Stored data entries:
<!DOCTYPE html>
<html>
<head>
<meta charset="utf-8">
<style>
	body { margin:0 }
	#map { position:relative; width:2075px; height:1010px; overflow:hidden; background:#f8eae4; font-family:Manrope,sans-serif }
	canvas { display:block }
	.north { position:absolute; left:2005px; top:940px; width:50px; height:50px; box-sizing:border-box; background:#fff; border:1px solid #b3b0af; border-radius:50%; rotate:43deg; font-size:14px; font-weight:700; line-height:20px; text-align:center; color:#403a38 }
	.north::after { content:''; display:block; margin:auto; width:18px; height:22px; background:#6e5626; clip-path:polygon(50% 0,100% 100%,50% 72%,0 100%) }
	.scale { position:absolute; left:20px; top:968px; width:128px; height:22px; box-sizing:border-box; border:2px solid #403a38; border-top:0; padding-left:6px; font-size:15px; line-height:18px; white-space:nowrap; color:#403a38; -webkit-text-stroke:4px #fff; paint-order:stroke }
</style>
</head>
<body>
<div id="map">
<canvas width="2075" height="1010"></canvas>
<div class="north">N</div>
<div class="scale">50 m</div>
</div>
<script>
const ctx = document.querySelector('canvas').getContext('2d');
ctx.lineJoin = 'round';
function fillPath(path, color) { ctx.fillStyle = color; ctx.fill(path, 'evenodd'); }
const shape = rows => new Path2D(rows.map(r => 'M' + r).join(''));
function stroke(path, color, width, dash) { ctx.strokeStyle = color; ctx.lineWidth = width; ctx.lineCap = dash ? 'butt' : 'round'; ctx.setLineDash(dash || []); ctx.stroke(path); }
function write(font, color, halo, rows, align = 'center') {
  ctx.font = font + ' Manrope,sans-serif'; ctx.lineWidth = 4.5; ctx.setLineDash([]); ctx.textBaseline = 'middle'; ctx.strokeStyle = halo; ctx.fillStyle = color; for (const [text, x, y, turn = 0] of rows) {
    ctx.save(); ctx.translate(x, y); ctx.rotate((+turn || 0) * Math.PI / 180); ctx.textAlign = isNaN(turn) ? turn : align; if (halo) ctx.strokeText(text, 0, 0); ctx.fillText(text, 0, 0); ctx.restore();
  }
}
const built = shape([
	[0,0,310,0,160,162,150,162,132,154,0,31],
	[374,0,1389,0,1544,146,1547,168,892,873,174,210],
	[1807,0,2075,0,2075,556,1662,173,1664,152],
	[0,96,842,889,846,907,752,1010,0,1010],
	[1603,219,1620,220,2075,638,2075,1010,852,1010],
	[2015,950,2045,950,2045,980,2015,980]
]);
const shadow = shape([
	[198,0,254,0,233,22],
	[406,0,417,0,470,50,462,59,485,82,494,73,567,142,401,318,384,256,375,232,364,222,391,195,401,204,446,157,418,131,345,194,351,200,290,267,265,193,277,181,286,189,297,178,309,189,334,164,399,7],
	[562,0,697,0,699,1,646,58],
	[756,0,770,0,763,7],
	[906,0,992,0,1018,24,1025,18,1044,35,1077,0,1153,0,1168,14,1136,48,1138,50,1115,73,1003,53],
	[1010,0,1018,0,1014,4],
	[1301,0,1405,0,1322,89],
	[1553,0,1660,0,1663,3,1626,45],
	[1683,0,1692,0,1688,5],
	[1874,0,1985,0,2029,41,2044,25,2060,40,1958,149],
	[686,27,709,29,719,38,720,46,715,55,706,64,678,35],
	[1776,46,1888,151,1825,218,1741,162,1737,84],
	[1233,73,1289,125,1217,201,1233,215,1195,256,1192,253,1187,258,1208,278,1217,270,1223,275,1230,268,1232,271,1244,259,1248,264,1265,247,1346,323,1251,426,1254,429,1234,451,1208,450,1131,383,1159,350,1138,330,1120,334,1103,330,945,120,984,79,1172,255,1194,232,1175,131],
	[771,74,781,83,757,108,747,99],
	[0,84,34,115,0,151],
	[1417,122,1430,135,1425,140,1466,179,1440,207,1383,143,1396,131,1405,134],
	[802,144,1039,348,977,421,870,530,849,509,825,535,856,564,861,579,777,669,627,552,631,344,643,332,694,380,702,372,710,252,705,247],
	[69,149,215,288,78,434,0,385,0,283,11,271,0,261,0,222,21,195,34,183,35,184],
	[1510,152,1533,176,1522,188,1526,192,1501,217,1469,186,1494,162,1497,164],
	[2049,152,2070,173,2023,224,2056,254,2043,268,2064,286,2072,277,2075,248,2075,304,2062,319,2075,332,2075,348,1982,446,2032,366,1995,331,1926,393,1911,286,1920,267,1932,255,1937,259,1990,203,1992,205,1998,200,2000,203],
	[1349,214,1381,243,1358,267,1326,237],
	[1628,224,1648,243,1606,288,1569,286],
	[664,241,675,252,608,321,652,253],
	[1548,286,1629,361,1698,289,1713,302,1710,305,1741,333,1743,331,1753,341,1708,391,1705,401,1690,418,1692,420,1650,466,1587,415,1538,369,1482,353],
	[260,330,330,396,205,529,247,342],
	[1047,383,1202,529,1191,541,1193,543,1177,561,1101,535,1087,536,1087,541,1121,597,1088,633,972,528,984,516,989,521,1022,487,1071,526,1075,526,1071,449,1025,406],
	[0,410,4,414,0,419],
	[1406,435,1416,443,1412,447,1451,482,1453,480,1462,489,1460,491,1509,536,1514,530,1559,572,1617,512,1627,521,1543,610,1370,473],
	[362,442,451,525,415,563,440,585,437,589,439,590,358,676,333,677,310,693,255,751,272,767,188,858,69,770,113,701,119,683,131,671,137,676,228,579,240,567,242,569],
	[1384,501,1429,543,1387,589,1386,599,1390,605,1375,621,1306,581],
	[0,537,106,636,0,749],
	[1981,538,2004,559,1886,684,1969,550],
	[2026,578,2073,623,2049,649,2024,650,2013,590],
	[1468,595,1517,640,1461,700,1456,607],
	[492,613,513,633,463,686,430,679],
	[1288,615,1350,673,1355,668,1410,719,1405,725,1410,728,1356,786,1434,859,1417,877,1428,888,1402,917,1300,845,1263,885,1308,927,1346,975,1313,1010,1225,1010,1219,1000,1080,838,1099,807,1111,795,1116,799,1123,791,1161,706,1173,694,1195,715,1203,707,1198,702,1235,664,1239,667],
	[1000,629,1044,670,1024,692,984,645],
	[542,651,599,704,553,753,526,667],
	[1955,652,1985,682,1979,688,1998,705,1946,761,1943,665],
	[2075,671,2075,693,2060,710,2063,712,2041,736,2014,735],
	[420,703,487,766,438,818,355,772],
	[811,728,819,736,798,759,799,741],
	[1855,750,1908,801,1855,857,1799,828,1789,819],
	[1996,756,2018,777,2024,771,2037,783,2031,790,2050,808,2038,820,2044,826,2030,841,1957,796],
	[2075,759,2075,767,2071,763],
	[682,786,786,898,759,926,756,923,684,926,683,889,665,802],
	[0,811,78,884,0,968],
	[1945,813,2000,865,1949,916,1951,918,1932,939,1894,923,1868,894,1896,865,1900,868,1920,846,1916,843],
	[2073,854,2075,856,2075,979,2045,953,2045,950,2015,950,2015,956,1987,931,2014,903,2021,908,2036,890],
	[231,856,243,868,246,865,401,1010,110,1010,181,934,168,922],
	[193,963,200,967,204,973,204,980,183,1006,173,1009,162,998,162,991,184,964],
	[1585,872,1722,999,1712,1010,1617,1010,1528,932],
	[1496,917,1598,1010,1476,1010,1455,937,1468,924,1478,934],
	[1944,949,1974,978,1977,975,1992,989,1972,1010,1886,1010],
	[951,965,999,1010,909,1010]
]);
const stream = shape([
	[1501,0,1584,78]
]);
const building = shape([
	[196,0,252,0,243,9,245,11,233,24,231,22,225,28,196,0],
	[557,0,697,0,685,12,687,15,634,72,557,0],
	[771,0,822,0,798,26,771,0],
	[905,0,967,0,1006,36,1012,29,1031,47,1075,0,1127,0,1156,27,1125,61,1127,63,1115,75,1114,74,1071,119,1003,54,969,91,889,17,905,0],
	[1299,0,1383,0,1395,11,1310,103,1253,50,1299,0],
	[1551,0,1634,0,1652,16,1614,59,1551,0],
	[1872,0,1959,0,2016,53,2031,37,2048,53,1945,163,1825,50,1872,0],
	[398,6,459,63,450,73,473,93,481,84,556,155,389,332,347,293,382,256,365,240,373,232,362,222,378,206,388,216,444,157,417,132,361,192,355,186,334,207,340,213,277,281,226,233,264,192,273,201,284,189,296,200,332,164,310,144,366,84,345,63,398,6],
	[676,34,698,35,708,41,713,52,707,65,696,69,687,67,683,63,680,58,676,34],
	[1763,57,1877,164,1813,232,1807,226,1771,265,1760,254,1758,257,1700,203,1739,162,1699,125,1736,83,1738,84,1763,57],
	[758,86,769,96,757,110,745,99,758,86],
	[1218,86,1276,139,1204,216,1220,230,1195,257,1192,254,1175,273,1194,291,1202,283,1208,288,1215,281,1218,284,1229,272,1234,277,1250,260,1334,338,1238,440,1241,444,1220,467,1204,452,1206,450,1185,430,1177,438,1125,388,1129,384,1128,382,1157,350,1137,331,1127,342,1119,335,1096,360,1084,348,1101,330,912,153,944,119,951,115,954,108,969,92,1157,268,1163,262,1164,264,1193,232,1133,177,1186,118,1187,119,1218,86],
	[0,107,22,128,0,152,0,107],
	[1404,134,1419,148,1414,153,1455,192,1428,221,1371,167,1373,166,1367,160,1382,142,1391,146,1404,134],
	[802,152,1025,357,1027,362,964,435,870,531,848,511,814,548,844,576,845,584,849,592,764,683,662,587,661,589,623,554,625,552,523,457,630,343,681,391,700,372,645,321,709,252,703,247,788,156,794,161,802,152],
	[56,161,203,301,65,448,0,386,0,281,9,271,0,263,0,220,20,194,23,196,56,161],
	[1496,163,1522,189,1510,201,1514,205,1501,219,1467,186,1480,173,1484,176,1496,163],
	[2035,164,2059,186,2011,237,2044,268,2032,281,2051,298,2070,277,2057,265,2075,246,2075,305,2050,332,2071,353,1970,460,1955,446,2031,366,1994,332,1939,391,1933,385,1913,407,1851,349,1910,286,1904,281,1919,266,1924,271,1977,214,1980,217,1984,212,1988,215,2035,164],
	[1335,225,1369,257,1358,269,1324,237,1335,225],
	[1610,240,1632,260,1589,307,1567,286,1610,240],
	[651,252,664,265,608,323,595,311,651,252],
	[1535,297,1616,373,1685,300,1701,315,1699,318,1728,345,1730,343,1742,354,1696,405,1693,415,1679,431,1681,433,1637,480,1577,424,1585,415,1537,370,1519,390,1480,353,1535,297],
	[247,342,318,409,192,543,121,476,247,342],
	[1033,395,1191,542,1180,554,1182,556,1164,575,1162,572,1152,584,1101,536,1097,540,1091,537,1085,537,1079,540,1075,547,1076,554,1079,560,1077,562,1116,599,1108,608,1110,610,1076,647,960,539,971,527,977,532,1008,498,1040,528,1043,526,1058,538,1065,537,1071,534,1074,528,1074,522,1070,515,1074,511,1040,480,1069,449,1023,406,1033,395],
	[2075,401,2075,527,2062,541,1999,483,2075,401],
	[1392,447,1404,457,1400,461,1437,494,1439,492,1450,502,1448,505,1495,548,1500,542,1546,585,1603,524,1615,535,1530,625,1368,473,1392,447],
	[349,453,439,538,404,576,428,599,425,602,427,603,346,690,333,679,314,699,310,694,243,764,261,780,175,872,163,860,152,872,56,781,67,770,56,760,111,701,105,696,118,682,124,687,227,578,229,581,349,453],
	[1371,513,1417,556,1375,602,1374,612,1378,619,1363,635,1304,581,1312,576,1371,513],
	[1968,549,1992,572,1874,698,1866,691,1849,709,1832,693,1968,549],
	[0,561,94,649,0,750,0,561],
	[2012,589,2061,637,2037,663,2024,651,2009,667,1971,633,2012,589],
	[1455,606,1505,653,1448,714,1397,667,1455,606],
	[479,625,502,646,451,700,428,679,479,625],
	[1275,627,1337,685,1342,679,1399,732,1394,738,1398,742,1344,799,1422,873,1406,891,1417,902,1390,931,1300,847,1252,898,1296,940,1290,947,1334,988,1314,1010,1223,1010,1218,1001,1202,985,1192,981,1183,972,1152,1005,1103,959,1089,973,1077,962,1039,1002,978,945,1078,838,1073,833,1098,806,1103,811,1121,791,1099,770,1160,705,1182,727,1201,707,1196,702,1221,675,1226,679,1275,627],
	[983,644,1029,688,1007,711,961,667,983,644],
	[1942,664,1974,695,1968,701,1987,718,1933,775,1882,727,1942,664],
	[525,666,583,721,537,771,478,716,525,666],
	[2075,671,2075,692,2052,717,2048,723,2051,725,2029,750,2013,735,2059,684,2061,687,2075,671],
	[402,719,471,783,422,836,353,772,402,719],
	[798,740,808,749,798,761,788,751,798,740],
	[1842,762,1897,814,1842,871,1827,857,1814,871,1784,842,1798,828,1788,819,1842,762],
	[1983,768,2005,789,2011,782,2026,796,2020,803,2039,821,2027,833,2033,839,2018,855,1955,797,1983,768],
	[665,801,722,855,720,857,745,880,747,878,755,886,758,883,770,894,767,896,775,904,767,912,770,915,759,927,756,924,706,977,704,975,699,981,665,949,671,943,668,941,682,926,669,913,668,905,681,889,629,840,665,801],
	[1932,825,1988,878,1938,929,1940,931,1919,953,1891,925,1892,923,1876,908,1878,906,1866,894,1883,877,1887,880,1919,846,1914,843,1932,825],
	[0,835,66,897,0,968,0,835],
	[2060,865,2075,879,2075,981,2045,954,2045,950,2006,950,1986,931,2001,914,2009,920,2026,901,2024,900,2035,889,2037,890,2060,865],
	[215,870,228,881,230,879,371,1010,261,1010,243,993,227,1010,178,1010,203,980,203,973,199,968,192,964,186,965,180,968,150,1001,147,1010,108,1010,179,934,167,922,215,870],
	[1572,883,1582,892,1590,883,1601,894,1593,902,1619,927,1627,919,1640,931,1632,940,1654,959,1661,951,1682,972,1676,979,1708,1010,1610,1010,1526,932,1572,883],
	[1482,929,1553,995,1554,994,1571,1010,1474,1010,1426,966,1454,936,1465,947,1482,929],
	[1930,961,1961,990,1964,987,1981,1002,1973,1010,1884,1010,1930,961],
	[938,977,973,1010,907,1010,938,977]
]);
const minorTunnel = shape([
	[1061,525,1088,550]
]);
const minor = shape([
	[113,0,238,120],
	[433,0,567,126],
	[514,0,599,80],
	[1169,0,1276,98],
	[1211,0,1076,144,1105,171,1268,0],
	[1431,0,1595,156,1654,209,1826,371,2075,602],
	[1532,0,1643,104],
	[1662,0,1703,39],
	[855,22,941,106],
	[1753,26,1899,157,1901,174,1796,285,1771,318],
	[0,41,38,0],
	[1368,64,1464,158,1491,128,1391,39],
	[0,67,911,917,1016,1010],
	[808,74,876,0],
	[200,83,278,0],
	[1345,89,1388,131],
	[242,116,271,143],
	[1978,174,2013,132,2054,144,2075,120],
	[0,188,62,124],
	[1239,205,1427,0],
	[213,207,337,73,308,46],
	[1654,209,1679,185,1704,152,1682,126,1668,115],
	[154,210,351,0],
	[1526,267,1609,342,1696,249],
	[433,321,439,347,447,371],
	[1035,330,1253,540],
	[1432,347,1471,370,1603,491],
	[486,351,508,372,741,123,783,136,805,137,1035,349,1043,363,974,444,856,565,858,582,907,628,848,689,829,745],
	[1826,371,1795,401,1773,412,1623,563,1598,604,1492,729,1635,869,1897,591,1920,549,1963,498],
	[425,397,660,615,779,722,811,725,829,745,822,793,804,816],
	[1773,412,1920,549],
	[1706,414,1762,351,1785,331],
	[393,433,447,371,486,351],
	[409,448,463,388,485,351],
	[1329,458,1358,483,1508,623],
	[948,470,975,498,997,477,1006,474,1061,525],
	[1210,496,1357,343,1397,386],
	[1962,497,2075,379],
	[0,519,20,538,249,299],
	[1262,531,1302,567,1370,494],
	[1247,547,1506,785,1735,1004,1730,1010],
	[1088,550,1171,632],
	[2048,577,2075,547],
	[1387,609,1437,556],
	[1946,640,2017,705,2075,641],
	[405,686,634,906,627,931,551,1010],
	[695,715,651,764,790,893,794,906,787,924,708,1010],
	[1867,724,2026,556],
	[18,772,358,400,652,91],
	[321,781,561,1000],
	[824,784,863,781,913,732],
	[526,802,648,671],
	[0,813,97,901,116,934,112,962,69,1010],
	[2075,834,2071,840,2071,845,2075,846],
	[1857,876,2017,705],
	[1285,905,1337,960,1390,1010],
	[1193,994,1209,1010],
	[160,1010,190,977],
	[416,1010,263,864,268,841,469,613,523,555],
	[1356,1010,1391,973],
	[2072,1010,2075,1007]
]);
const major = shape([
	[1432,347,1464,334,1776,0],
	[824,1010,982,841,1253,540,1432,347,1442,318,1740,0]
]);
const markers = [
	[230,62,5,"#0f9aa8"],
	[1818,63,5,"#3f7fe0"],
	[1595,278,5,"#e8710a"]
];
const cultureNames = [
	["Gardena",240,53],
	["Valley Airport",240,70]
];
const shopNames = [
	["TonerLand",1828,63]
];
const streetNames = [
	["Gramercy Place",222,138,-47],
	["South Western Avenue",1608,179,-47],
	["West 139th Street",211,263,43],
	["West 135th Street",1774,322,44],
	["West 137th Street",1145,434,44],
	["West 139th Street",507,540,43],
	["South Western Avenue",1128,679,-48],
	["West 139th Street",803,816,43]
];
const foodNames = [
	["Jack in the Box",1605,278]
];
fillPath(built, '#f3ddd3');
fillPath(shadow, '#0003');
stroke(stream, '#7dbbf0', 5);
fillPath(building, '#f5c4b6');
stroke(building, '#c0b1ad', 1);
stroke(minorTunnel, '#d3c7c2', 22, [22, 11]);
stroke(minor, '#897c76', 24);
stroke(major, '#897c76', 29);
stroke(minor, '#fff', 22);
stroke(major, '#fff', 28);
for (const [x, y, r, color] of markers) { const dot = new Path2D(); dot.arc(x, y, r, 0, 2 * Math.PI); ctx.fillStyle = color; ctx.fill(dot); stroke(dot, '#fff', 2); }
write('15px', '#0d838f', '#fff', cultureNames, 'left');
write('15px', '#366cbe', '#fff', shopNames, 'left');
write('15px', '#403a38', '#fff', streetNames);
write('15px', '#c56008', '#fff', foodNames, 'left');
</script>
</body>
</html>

## Task instructions
Scan the records above for the word "setLineDash". Copy each line that has it.

## Exercise result
function stroke(path, color, width, dash) { ctx.strokeStyle = color; ctx.lineWidth = width; ctx.lineCap = dash ? 'butt' : 'round'; ctx.setLineDash(dash || []); ctx.stroke(path); }
  ctx.font = font + ' Manrope,sans-serif'; ctx.lineWidth = 4.5; ctx.setLineDash([]); ctx.textBaseline = 'middle'; ctx.strokeStyle = halo; ctx.fillStyle = color; for (const [text, x, y, turn = 0] of rows) {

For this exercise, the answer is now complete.